• [Requirement]:
Which lines in the data below contain the word "nowrap"? Return each of them.

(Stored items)
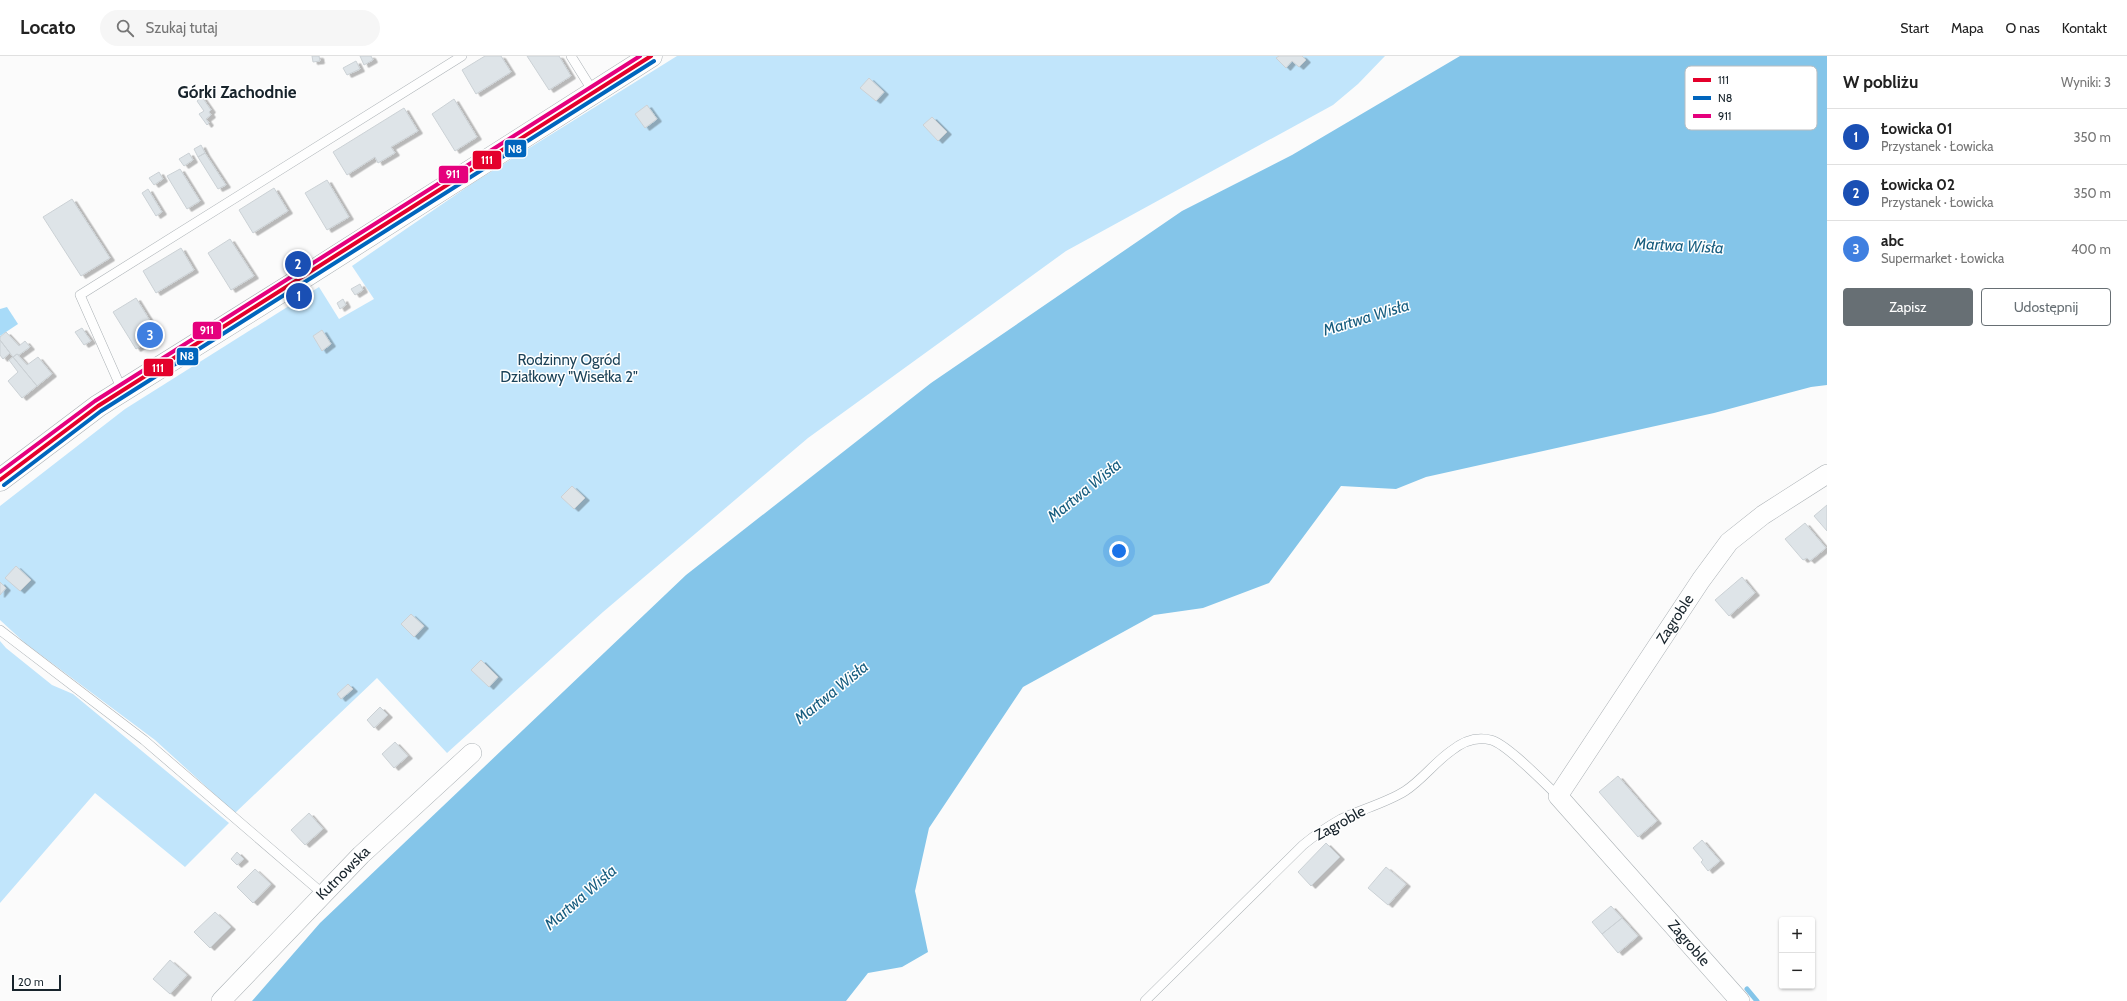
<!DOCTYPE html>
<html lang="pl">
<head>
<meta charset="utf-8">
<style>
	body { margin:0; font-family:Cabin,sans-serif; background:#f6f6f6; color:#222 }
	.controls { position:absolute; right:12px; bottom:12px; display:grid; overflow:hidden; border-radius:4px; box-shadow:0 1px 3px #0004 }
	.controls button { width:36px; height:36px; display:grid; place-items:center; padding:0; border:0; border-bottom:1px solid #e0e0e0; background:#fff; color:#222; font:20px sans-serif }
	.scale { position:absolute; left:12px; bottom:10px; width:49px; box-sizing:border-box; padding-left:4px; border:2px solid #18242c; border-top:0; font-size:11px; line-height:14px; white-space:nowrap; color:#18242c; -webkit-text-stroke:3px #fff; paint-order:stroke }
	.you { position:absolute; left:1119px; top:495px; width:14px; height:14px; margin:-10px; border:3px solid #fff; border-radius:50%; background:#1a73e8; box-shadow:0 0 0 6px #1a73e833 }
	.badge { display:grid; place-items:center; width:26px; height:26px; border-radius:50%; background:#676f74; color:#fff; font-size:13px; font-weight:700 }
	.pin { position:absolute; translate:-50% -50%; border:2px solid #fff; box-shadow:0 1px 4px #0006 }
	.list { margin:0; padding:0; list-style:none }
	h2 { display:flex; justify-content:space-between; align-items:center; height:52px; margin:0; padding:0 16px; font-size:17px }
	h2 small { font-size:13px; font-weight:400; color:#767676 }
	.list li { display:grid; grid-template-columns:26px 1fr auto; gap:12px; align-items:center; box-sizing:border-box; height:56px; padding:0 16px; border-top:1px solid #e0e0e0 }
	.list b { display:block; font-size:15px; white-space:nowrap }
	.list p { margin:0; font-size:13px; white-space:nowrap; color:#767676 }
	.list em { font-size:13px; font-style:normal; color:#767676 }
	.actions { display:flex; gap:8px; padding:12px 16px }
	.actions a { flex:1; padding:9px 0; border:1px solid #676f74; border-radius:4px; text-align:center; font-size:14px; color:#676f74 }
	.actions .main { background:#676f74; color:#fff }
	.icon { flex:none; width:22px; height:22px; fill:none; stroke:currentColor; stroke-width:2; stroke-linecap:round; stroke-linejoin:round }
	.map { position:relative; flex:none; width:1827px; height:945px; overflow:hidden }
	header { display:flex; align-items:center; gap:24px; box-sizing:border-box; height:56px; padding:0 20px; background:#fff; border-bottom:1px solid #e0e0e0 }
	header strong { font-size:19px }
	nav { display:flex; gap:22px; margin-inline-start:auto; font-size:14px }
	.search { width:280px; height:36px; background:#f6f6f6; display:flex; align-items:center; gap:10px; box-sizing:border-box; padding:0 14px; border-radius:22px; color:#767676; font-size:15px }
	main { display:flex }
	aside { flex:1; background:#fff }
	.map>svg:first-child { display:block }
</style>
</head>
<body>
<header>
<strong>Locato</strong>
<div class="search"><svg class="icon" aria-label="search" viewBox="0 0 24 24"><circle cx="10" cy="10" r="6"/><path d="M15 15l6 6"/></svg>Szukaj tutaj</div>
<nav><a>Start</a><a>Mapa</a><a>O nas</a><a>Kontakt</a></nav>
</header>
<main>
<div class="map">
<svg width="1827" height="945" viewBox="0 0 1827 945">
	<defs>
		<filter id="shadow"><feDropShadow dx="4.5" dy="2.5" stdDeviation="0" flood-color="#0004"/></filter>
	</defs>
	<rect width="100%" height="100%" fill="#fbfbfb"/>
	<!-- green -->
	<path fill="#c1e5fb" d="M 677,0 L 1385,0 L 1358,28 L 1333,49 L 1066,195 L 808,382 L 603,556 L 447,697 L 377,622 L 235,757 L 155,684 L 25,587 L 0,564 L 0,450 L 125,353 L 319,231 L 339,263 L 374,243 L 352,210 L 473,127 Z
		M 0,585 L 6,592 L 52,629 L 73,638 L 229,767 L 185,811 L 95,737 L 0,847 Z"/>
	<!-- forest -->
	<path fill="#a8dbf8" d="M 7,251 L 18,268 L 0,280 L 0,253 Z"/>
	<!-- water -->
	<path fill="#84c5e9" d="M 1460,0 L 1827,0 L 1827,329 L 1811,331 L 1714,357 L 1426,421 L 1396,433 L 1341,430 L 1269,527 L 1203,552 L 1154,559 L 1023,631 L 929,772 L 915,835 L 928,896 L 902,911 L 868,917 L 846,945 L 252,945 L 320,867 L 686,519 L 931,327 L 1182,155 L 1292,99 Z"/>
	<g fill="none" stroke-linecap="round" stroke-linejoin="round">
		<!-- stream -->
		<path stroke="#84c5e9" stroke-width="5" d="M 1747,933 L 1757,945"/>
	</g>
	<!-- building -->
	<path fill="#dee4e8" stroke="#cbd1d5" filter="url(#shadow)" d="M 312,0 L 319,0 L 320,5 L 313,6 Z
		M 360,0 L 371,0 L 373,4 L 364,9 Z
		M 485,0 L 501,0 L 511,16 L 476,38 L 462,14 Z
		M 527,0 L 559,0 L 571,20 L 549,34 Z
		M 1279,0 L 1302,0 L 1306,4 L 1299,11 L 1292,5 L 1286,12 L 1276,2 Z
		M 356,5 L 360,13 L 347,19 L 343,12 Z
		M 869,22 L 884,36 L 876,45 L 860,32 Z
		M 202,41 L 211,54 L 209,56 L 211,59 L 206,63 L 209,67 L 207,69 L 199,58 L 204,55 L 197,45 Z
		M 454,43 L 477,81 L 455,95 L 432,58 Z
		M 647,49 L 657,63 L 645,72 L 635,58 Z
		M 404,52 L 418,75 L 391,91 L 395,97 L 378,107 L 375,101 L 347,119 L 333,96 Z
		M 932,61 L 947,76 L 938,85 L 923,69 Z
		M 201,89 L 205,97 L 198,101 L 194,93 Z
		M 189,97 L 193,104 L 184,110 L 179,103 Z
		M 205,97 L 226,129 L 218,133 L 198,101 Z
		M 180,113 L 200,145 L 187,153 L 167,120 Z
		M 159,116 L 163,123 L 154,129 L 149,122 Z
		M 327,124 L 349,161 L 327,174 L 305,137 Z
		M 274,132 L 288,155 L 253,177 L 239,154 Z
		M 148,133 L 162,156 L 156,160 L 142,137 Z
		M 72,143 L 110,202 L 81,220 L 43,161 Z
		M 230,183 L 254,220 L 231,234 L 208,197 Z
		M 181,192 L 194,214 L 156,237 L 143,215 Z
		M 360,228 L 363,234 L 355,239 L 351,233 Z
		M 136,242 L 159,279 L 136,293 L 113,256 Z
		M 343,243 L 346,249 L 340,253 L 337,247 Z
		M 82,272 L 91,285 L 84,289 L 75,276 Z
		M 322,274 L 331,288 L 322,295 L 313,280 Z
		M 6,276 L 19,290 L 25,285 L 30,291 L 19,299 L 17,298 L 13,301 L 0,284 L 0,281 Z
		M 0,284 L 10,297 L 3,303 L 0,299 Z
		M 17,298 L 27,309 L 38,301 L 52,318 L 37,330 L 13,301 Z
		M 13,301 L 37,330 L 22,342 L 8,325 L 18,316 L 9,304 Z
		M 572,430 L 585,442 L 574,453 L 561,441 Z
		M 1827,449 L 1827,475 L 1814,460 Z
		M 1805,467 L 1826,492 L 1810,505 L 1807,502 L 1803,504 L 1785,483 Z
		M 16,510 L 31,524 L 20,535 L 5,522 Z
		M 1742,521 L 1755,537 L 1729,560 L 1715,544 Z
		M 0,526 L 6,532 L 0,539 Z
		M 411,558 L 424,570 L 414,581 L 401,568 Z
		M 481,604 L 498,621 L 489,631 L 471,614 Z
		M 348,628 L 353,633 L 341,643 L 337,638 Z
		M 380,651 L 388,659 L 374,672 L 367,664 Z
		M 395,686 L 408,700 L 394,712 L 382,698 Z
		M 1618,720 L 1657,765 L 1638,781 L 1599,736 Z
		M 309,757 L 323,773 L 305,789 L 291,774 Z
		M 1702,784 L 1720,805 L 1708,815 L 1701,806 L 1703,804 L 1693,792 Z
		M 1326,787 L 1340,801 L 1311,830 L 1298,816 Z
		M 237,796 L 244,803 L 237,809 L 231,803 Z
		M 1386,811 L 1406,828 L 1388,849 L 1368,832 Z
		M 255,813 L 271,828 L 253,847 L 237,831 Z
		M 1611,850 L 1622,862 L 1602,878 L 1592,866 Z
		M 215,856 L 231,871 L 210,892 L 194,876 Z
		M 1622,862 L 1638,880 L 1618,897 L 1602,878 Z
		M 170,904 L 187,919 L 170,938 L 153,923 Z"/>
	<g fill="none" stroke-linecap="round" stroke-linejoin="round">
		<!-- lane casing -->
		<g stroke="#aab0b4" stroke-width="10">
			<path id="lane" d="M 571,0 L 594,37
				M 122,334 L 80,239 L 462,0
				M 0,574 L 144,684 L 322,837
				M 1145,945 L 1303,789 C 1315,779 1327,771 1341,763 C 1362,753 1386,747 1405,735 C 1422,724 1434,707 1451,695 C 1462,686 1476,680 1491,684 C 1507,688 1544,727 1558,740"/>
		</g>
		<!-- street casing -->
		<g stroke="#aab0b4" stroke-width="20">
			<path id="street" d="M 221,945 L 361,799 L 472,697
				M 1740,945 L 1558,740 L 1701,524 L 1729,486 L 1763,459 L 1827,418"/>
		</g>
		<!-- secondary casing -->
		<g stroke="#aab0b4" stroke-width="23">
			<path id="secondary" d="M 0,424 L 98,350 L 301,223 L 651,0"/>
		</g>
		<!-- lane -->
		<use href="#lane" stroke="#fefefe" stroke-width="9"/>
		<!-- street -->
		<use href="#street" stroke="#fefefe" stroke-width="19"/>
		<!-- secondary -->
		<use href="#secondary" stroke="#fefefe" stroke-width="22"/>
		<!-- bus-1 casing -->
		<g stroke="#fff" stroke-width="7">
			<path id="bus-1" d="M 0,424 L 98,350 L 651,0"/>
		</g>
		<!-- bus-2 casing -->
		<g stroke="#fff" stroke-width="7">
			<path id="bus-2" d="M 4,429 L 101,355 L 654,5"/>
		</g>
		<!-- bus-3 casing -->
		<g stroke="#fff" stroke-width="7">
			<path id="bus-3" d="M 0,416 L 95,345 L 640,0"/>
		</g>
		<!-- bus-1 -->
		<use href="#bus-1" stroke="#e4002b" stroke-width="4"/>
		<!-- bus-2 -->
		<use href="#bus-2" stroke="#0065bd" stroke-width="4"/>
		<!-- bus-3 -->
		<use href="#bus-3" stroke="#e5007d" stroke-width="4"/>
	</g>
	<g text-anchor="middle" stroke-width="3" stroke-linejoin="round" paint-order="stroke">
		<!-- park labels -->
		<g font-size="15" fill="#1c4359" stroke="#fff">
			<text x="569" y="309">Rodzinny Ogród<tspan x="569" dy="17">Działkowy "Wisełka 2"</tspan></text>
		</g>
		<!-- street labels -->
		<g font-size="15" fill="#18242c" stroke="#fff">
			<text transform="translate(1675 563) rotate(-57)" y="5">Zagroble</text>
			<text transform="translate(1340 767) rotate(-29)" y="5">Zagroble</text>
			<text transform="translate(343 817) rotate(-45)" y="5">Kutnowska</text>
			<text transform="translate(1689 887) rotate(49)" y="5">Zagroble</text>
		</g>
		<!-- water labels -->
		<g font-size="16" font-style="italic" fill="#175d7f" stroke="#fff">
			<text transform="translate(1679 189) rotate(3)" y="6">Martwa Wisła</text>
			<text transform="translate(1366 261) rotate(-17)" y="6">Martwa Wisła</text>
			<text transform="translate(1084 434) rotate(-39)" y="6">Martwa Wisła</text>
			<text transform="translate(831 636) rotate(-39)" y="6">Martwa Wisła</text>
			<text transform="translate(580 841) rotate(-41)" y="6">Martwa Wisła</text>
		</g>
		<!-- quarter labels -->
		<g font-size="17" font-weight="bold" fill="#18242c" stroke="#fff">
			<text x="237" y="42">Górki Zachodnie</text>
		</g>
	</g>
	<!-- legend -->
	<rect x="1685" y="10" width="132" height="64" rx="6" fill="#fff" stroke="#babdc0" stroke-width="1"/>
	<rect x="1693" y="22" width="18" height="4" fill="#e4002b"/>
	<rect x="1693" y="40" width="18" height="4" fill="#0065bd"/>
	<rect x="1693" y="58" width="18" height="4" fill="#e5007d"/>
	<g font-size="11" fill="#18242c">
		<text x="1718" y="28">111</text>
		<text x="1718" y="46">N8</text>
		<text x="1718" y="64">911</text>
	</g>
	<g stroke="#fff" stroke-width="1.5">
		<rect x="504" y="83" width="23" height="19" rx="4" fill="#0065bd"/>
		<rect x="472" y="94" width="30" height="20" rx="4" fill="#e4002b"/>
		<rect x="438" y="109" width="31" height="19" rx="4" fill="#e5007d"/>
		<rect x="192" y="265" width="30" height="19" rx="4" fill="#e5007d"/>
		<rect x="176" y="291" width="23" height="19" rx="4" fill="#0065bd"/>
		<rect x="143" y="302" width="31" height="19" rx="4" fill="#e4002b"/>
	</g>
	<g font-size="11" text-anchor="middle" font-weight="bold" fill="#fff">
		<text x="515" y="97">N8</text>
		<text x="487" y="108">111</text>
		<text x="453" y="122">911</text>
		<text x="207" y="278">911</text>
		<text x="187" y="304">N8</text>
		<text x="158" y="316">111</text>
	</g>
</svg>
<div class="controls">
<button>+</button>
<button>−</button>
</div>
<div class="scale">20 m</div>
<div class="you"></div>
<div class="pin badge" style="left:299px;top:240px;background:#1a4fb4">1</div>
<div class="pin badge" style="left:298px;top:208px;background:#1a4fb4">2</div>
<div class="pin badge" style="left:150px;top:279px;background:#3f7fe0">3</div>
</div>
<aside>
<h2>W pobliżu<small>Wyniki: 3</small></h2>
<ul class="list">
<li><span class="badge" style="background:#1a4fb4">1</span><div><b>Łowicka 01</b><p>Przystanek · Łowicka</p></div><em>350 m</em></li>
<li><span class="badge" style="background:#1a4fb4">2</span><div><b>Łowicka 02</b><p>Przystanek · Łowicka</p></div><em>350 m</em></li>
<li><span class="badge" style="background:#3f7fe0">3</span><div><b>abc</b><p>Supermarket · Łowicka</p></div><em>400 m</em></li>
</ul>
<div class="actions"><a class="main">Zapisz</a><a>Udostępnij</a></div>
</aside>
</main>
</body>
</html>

• [Answer area]:
	.scale { position:absolute; left:12px; bottom:10px; width:49px; box-sizing:border-box; padding-left:4px; border:2px solid #18242c; border-top:0; font-size:11px; line-height:14px; white-space:nowrap; color:#18242c; -webkit-text-stroke:3px #fff; paint-order:stroke }
	.list b { display:block; font-size:15px; white-space:nowrap }
	.list p { margin:0; font-size:13px; white-space:nowrap; color:#767676 }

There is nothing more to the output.